After climbing Medialuna we returned to Calafate so I wouldn’t go insane trying to work remote using the internet in Chalten. By this time, Andy and I are getting to be Calafate experts.We know the cool beer haunts, we have favorite empanada joints, we know where all the bad potholes are lurking and trying to take out our car’s suspension, and we know which dogs are faking that they’re going to run under our car while chasing it and which ones seem like they could actually be suicidal. The week went by quickly with Andy constantly monitoring the weather in Chalten (still bad) and me working throughout the day. I had 2 groups of Wildland travelers in town so we met up with both groups which was super fun. We shared a glass of Malbec with one group who regaled us with tales of biking in the wine valleys near Santiago, good weather in Torres del Paine, and a flooded hike that took a different turn.
On Friday, we drove out to the lodge Eolo to meet the other group. They were in good spirits despite 2 of their party being evacuated from TdP due to medical reasons just a few days prior (also fun Kelsey work times). We had a blast chatting with them and then we took the mountain bikes out for a spin up on the trails behind Eolo. We biked a steep uphill trail to the start of the local zipline. The views from there were beautiful, occasionally punctuated by the screams of zipliners zipping down next to us. I might not have been screaming but a steep descent on mountain bike meant slow going and lots of braking due to my inability to go downhill quickly on bicycles. There were a few marauding cows that kept my motivation for continued downward momentum high.
On Saturday, I ditched Andy and went on an excursion called Aventura. It was me, the guide, and a Hungarian father/ daughter duo and we had a blast despite somewhat inclement weather. Aventura takes you by boat and on foot to some really remote glaciers on the west side of the park. We had lots of fun braving the rain, zipping across lakes in a zodiac, and wandering through moraine fields to one of the most spectacular glacier lakes I’ve been to. It was chock full of icebergs! When I returned we packed up and drove off to Eolo for the night where we were wined and dined and fell asleep in a big, fluffy bed very full and happy.
We had a leisurely morning at Eolo before setting off for an estancia called Helsingfors. It’s located halfway between Calafate and Chalten and is 80km off the main road. It’s inside the national park boundaries and has incredible views of the Viedma Lake. We arrived just in time for lunch which was fantastic and then set off for a hike up to Laguna Azul. The trail wanders along a series of alpine meadows alongside a raging creek before a steep ascent brings you to a hanging glacier and a lake that truly lives up to its name – blue lake. We made it up and down in about half the time they said it would take giving us plenty of time to drink pisco sours, eat cookies, and chat with our new friends, a motorcycle gang from the states. A group of 6 from the states (2 from gig harbor) were staying at Helsingfors that night and they were traveling through Patagonia on motorcycles. It was super interesting to talk to them about their travels. They’ve done motorcycle trips like this all over the world – Bhutan, Turkey, China, all over the place! It seemed like, contrary to what Andy and I had assumed, it was the deep gravel on the roads not the 60mph winds that was trickiest for motorcycles.
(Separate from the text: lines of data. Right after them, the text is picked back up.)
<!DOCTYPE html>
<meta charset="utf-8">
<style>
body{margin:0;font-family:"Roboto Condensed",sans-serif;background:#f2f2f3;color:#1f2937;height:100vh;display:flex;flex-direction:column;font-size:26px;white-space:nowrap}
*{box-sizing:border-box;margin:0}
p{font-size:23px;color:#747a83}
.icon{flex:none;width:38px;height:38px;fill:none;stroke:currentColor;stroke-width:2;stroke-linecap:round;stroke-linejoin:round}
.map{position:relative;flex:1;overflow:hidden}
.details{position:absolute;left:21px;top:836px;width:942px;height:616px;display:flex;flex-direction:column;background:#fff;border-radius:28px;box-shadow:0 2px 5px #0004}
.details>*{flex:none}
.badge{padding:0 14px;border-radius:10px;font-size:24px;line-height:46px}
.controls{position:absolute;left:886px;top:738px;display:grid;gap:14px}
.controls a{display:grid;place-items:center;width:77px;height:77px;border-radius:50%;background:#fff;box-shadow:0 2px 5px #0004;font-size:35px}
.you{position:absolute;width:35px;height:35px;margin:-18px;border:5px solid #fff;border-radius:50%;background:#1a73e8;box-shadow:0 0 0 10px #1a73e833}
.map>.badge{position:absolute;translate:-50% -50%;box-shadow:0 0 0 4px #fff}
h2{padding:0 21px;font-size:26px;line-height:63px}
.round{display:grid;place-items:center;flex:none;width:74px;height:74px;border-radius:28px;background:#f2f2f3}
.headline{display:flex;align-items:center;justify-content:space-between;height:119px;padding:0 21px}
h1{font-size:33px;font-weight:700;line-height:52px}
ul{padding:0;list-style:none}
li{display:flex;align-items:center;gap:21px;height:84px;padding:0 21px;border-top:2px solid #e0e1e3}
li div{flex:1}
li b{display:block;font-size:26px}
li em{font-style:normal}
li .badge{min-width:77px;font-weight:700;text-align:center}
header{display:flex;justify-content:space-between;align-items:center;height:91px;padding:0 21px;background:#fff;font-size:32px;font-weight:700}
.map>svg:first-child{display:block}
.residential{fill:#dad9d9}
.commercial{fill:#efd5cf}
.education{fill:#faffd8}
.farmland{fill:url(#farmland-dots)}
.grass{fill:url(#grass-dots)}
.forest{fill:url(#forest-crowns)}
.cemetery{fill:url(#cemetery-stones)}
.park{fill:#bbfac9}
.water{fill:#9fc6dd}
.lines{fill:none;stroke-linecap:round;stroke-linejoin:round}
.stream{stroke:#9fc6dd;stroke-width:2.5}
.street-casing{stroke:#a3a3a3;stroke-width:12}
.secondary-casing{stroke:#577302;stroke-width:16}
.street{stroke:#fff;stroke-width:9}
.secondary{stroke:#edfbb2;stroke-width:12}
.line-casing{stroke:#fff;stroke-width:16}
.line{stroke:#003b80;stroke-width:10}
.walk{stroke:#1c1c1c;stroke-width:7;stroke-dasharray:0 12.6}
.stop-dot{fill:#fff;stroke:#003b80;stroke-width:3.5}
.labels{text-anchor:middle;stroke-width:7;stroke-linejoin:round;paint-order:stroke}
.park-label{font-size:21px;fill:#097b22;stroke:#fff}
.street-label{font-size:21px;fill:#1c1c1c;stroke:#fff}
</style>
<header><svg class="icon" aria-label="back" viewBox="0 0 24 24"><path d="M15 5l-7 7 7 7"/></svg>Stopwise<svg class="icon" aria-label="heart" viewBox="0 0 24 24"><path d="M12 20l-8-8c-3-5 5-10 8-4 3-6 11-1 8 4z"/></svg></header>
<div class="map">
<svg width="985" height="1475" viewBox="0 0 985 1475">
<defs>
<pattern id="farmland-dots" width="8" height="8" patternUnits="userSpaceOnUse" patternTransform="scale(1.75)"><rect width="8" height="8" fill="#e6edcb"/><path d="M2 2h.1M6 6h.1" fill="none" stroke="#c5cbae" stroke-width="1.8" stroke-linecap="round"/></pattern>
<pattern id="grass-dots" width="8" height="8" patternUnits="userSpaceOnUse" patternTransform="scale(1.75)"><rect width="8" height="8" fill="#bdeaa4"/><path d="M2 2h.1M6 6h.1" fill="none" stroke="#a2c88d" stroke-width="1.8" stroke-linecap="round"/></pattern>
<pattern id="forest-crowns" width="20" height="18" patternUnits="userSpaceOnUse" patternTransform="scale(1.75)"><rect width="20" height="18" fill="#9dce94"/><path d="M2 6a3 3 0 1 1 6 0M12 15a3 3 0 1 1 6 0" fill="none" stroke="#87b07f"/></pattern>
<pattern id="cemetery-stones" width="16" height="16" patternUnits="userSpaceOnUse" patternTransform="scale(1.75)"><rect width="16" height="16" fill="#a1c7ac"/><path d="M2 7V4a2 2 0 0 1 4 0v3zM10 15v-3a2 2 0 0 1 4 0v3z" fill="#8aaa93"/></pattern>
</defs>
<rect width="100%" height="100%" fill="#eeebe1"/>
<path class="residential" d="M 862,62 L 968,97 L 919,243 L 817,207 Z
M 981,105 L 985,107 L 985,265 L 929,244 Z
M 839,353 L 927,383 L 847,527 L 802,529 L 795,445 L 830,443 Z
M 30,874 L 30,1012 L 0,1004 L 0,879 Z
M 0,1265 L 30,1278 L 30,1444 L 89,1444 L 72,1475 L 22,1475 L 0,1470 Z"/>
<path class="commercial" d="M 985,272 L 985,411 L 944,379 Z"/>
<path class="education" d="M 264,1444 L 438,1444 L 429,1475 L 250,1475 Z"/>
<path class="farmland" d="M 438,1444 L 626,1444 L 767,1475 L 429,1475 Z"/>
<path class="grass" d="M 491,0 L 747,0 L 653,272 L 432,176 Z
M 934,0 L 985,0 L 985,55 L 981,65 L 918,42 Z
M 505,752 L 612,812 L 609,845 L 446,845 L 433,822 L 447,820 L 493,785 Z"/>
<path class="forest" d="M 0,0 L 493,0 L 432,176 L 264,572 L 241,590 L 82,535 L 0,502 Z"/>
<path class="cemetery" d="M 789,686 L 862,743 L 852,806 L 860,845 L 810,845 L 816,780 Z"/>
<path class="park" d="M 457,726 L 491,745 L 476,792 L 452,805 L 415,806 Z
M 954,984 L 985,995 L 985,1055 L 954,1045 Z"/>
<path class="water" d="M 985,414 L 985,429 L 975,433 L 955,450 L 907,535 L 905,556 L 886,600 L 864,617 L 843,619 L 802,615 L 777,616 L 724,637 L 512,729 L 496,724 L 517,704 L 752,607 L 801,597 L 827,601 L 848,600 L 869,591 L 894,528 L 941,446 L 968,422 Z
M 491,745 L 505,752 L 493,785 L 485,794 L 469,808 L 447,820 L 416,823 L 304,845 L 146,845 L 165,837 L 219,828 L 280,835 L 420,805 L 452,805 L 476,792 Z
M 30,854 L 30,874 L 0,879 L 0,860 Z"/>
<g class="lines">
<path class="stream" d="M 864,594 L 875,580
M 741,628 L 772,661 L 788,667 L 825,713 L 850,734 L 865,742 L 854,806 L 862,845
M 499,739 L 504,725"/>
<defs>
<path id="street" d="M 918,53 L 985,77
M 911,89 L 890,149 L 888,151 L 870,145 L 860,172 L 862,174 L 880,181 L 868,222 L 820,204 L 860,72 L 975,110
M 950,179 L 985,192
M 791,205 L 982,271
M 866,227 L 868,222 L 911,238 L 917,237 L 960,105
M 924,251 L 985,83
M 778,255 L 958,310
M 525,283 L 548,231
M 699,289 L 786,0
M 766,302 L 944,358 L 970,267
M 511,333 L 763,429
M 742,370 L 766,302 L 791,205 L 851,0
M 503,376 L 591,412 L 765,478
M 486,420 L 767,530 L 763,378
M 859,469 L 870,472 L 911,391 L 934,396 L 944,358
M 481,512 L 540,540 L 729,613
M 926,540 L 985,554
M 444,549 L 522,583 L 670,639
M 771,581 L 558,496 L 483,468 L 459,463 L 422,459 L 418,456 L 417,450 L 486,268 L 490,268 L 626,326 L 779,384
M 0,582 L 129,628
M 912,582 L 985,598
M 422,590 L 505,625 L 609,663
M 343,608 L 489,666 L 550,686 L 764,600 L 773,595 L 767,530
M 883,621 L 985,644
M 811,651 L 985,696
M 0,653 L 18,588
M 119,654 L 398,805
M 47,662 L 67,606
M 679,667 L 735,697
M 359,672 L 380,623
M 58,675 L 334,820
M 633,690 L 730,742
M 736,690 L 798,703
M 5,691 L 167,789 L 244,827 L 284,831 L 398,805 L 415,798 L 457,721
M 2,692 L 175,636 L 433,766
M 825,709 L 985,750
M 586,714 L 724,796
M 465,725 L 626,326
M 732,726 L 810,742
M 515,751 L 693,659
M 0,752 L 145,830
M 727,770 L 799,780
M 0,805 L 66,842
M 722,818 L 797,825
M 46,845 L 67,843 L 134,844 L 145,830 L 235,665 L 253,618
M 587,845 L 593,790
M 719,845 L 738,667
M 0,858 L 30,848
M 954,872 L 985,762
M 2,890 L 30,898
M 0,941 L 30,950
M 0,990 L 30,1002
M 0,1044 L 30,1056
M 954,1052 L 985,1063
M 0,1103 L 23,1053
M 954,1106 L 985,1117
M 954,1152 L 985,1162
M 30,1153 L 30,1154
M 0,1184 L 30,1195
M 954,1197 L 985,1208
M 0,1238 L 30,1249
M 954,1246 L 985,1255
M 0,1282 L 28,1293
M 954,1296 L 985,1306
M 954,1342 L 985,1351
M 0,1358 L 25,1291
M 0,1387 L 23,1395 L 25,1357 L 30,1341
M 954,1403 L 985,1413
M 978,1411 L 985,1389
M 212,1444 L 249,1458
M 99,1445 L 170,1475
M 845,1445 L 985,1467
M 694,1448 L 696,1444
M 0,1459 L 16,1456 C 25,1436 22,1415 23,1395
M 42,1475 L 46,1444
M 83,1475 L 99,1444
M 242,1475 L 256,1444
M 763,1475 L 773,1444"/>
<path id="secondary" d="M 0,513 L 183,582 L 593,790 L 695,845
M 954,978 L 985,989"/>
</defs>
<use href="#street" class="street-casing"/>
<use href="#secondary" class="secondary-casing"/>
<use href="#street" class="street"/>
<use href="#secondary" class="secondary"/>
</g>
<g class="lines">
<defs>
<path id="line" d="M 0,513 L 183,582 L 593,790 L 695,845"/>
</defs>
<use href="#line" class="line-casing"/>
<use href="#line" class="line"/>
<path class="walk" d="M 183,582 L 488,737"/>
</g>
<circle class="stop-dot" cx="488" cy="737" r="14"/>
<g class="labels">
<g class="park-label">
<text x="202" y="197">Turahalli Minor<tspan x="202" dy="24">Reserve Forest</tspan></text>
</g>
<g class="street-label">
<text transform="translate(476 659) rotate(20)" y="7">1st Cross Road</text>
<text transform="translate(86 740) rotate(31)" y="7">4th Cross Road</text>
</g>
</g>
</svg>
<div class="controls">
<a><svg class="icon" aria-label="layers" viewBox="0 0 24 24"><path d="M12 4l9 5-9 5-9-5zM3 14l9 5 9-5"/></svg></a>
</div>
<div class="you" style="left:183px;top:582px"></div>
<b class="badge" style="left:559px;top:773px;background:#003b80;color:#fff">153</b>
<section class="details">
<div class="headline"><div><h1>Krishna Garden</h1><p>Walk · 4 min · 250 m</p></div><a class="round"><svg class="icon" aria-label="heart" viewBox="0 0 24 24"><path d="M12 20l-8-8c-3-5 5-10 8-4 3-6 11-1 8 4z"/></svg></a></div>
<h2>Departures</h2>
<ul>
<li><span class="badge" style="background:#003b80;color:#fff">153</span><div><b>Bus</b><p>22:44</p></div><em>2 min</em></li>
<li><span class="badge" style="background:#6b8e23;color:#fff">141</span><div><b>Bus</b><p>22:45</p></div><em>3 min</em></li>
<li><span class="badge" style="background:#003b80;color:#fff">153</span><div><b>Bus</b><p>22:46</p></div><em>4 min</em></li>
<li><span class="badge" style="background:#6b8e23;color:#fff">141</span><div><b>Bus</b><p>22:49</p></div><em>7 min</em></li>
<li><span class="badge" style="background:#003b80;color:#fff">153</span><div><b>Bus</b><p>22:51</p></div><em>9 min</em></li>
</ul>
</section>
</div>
The next morning we went horseback riding! The gaucho, Gonzalo, was great and was good friends with our guide/friend Mauricio from Estancia Cristina. Sounds like they go on epic adventure together every year. There’s a dog named Pampa that lives at Helsingfors and he’s the only dog allowed to live in the national park. He’s crazy. When Gonzalo started getting the horses ready Pampa started spinning in circles and barking maniacally. I’ve never seen anything so excited about something in my life. It was the true gaucho/ horse/ dog trio you dream about seeing at estancias in Patagonia. Anywho, we hopped on our horses which were suuuuuuuuuuuuuuper chill and headed off along the trails of the estancia. I’m not a horseback rider but there’s just something about riding a horse through the wilds of Patagonia that never loses its romantic luster. For Andy it lost its luster somewhat quickly after his horse got startled by something which caused Andy to clamp onto the horse with his legs to avoid falling off (startling the horse even more) and he ended up straining his groin.
After returning to Helsingfors we said our goodbyes and moseyed off towards Chalten. The forecast was looking decent – perhaps a one or two day window was in our future?-and we wanted to be within striking distance of the climbs.